Allahü teâlâda, noksanlık sıfatları ve mahlûkların hâssa ve alâmetleri yokdur. Madde değildir. Cism değildir. Mekânlı değildir. Ya’nî, yer kaplayıcı değildir. Zemânlı değildir. Bir yerde bulunmadığı gibi, zemânı da yokdur. Kemâl sıfatları, kusûrsuzluklar yalnız Ondadır. Sekiz kemâl sıfatı olduğunu bildirmişdir ki şunlardır: (Hayât), diri olmasıdır. (İlm), bilmesidir. (Kudret), gücü yetmesidir. (İrâde), dilemesidir. (Sem’), işitmesidir. (Basar), görmesidir. (Kelâm), söyleyici olmasıdır. (Tekvîn), yaratmasıdır. Bu sıfatları, kendinden ayrı olarak vardır. Varlıkları ilmde değildir. Ya’nî, nazarî ve teorik var denilmiş olmayıp, hâricde ve hakîkatde vardırlar. Kendi var olduğu gibi, bu sıfatları da ayrıca vardır. Vahdet-i vücûde inanan Sôfiyyûnun sandığı ve fârisî beyt tercemesi:
Akl ve düşünce ile, sıfatlar başkadır.
Hakîkatde ise, hepsi tâm kendisidir.
sözleri, sıfatları inkârdır, inanmamakdır. Müslimânlardan, sıfatları inkâr eden Mu’tezile fırkası ile kâfirlerden eski felsefeciler de, sıfatları nazarî olarak kendinden ayrı ise de, hâricde yalnız kendi vardır diyorlar. Ya’nî, sıfatların nazarî olarak, kendinden ayrı olduğunu inkâr etmiyorlar. Meselâ, ilm sıfatının ma’nâsı, zâtın ma’nâsının aynıdır demiyorlar. Yâhud, kudret ve irâdet sıfatlarının ma’nâları, birbirinin aynıdır demiyorlar. Fekat, hâricdeki varlıkları, aynıdır diyorlar. O hâlde, sıfatları inkârdan kurtulmak için, hâricde ayrı ayrı var olduklarına inanmak lâzımdır. Nazarî olarak ayrı bilmek fâide vermez.

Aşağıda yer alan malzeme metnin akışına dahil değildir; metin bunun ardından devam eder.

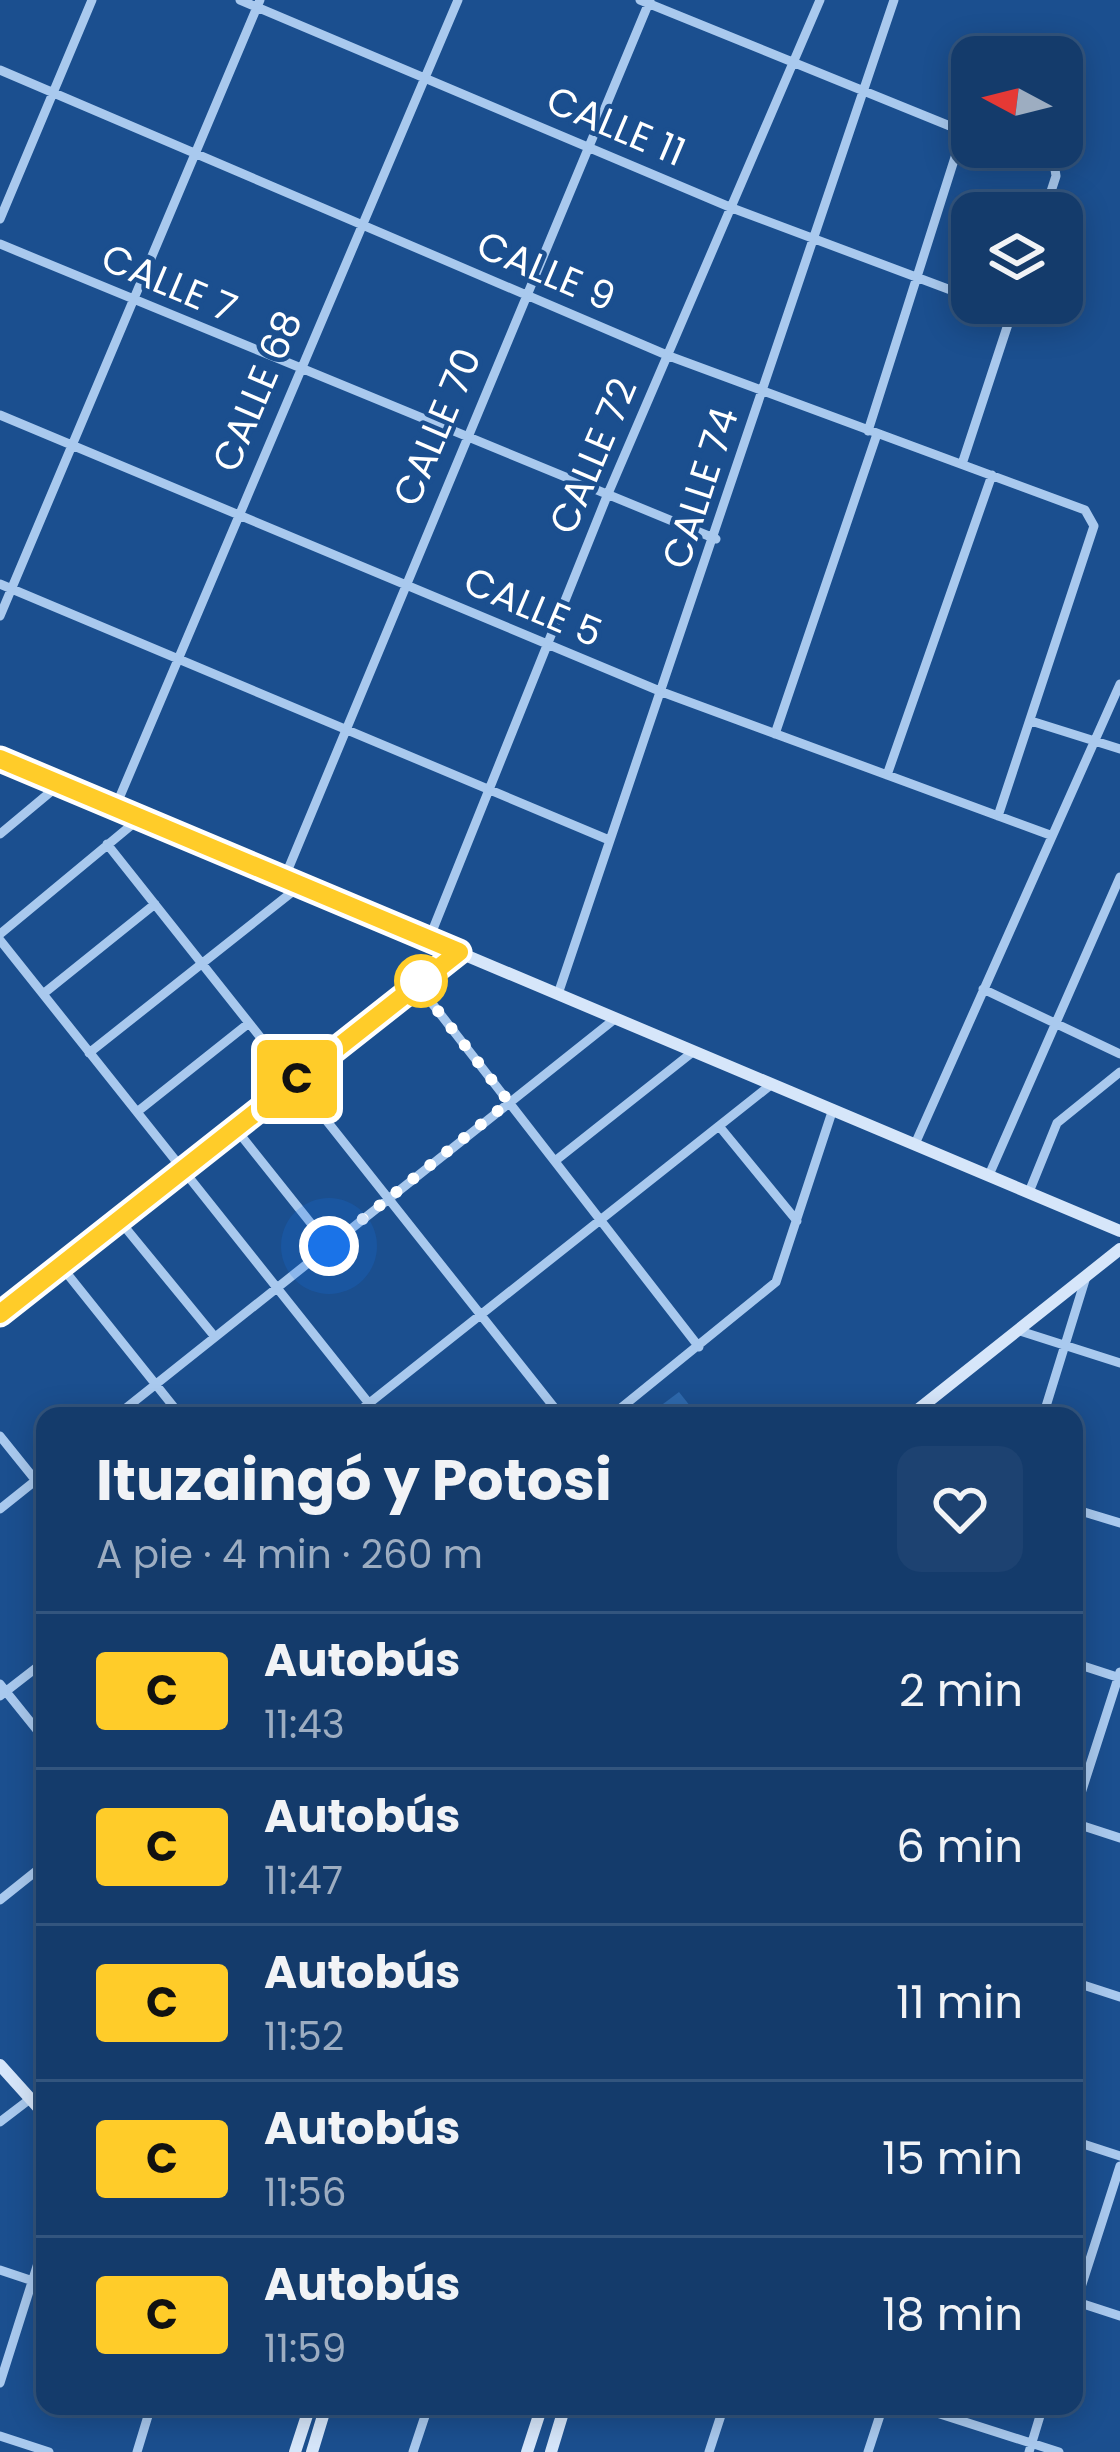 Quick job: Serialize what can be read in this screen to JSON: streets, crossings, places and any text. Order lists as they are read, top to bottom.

Allahü teâlâ, (Kadîm)dir. Ya’nî, varlığının başlangıcı yokdur. Varlığından önce, yok değil idi, hep var idi. (Ezelî)dir. Ya’nî, hiçbir zemân yok değil idi.] Ondan başka, hiçbir varlık kadîm, ezelî değildir. Din sâhibleri, kitâb sâhibleri, hep böyle îmân etmişdir ve Allahü teâlâdan başkasını kadîm, ezelî bilenlere, kâfir demişlerdir. Bunun içindir ki, hüccet-ül-islâm imâm-ı Muhammed Gazâlî “rahmetullahi aleyh”, İbn-i Sînânın ve Fârâbînin ve dahâ başkalarının, kâfir olduklarını söylemişdir. Çünki bunlar aklın, rûhun ve [maddenin ilk hâli dedikleri heyûlânın kadîm olduğuna inanmış ve göklerin içindekilerle berâber, kadîm olduklarını söylemişlerdir.

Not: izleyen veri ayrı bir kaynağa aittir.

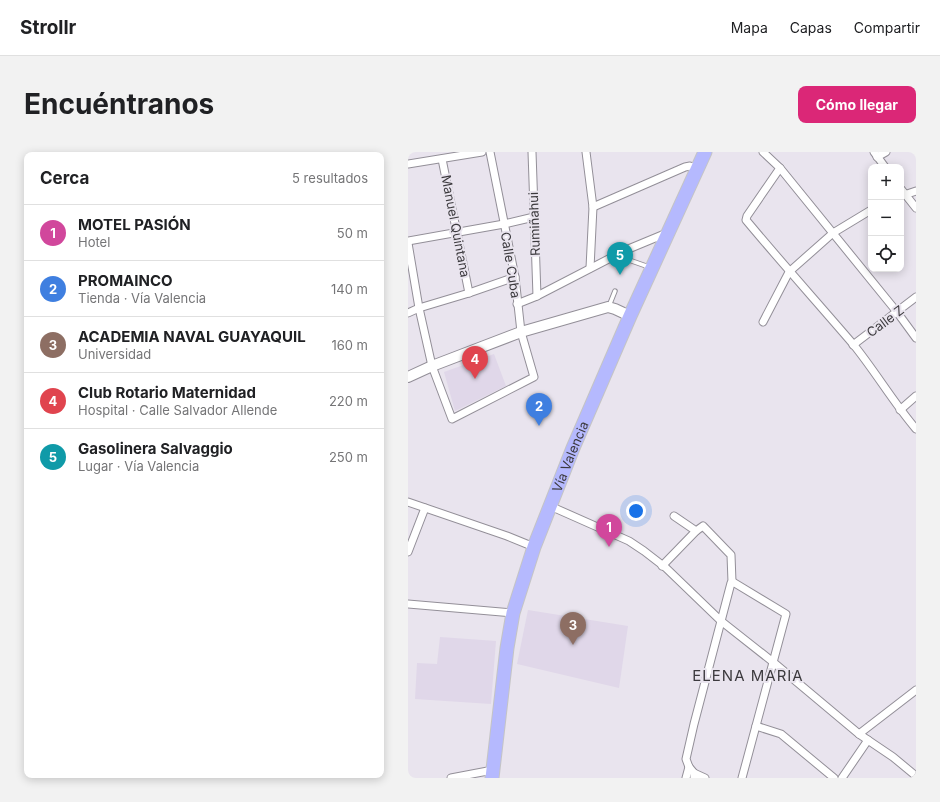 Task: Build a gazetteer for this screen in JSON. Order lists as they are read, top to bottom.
{
  "streets": {
    "highway": ["Vía Valencia"],
    "street": [
      "Rumiñahui",
      "Manuel Quintana",
      "Calle Cuba",
      "Calle Z"
    ]
  },
  "districts": ["ELENA MARIA"],
  "page": {
    "header": "Strollr",
    "nav": ["Mapa", "Capas", "Compartir"],
    "buttons": "Cómo llegar",
    "title": "Encuéntranos",
    "heading": ["Cerca", "5 resultados"],
    "map_buttons": ["+", "−"],
    "list": [
      {
        "mark": "1",
        "name": "MOTEL PASIÓN",
        "note": "Hotel",
        "value": "50 m"
      },
      {
        "mark": "2",
        "name": "PROMAINCO",
        "note": "Tienda · Vía Valencia",
        "value": "140 m"
      },
      {
        "mark": "3",
        "name": "ACADEMIA NAVAL GUAYAQUIL",
        "note": "Universidad",
        "value": "160 m"
      },
      {
        "mark": "4",
        "name": "Club Rotario Maternidad",
        "note": "Hospital · Calle Salvador Allende",
        "value": "220 m"
      },
      {
        "mark": "5",
        "name": "Gasolinera Salvaggio",
        "note": "Lugar · Vía Valencia",
        "value": "250 m"
      }
    ],
    "pins": [
      "5",
      "4",
      "2",
      "1",
      "3"
    ]
  }
} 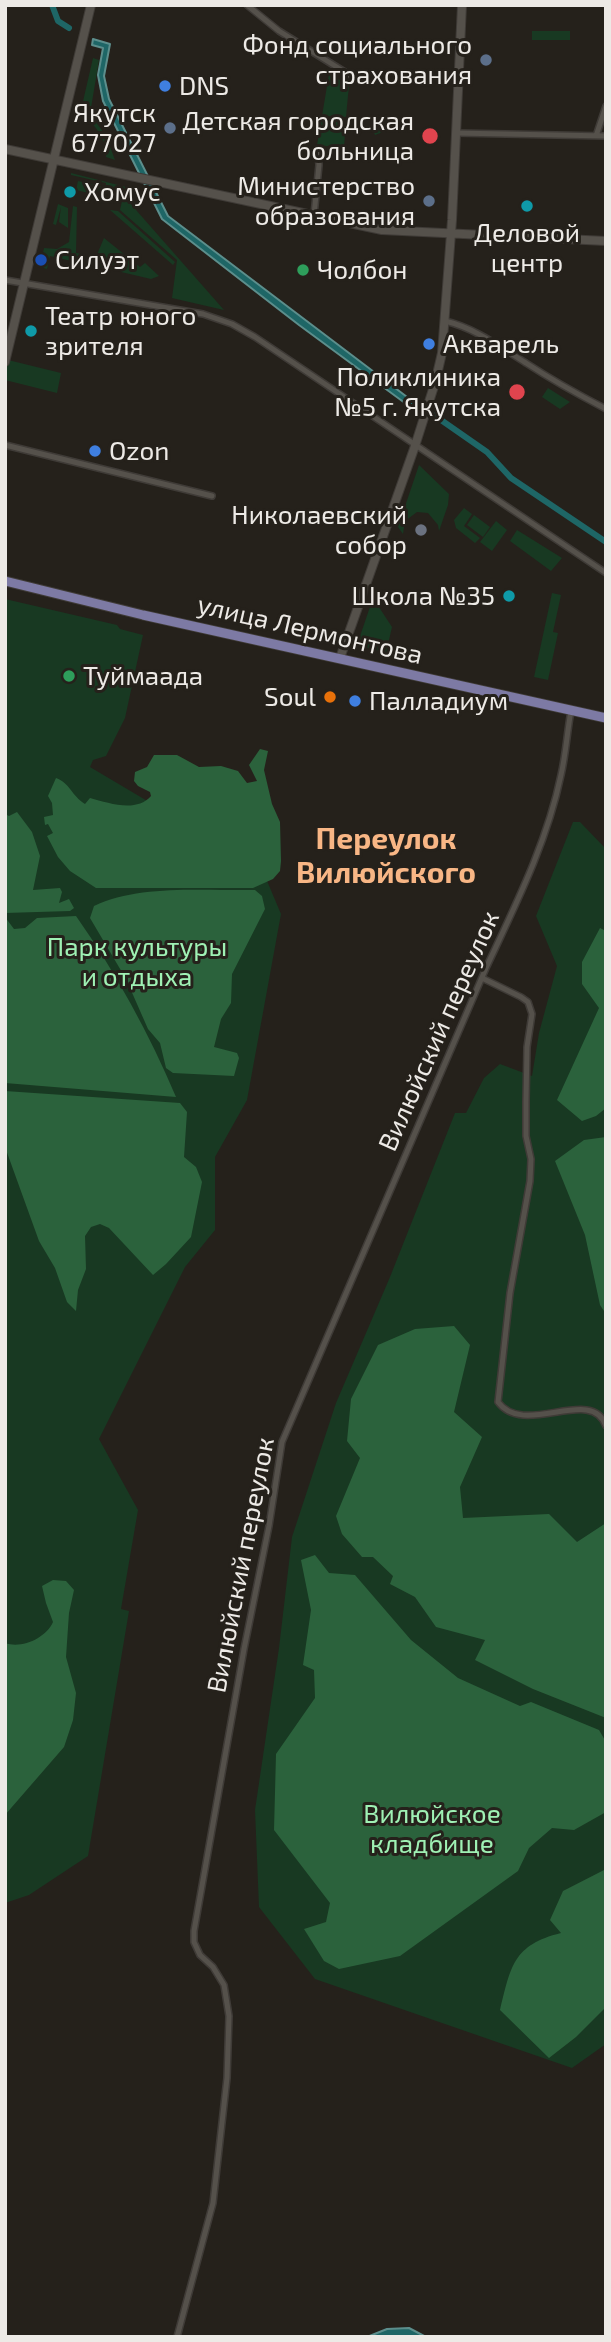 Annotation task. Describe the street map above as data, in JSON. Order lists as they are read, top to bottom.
{
  "streets": {
    "main road": ["улица Лермонтова"],
    "street": ["Вилюйский переулок"]
  },
  "crossings": [
    ["улица Лермонтова", "Вилюйский переулок"]
  ],
  "districts": ["Переулок Вилюйского"],
  "parks": ["Парк культуры и отдыха", "Вилюйское кладбище"],
  "places": [
    "Фонд социального страхования",
    "DNS",
    "Якутск 677027",
    "Детская городская больница",
    "Хомус",
    "Министерство образования",
    "Деловой центр",
    "Силуэт",
    "Чолбон",
    "Театр юного зрителя",
    "Акварель",
    "Поликлиника №5 г. Якутска",
    "Ozon",
    "Николаевский собор",
    "Школа №35",
    "Туймаада",
    "Soul",
    "Палладиум"
  ]
}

(Ahlâk-ı alâ’î) kitâbında diyor ki, (İbni Sînâ, (Mu’âd) kitâbında kıyâmetde dirilmeği inkâr eyledi. Öleceğine yakın, gusl abdesti alıp, vezîr iken yapdığı zulmlere tevbe etdiği söyleniyor ise de, i’tikâdı bozuk olanın guslü, nemâzı ve düâsı kabûl olmaz buyuruldu).
Üstâdım “rahmetullahi teâlâ aleyhimâ” buyurdu ki, şeyh-i ekber Muhyiddîn-i Arabî hazretlerinin, (Büyük insanların rûhları kadîmdir) sözünün görünüş ma’nâsına uymayıp, din sâhiblerinin müşterek îmânlarına ve sözlerine çevirmelidir.
Allahü teâlâ, (Kâdir-i muhtâr)dır. Ya’nî dilediğini yapabilir. Tabî’at kuvvetleri gibi, elbette işi yapmağa mecbûr değildir. Eski Yunan felsefecileri, aklları ermediğinden, kemâl, büyüklük, mecbûr olmakda, herhâlde yapabilmekdedir deyip, Allahü teâlânın ihtiyârını, ya’nî seçmesini inkâr etdiler. Yapmağa mecbûrdur dediler. Bu ahmaklar, Allahü teâlâ, birşeyi yaratmağa mecbûr olmuş ve sonra başka birşey yaratmamışdır dedi. Bu uydurma şeye de, akl-ı fe’âl deyip, herşeyi bu yapıyor dediler.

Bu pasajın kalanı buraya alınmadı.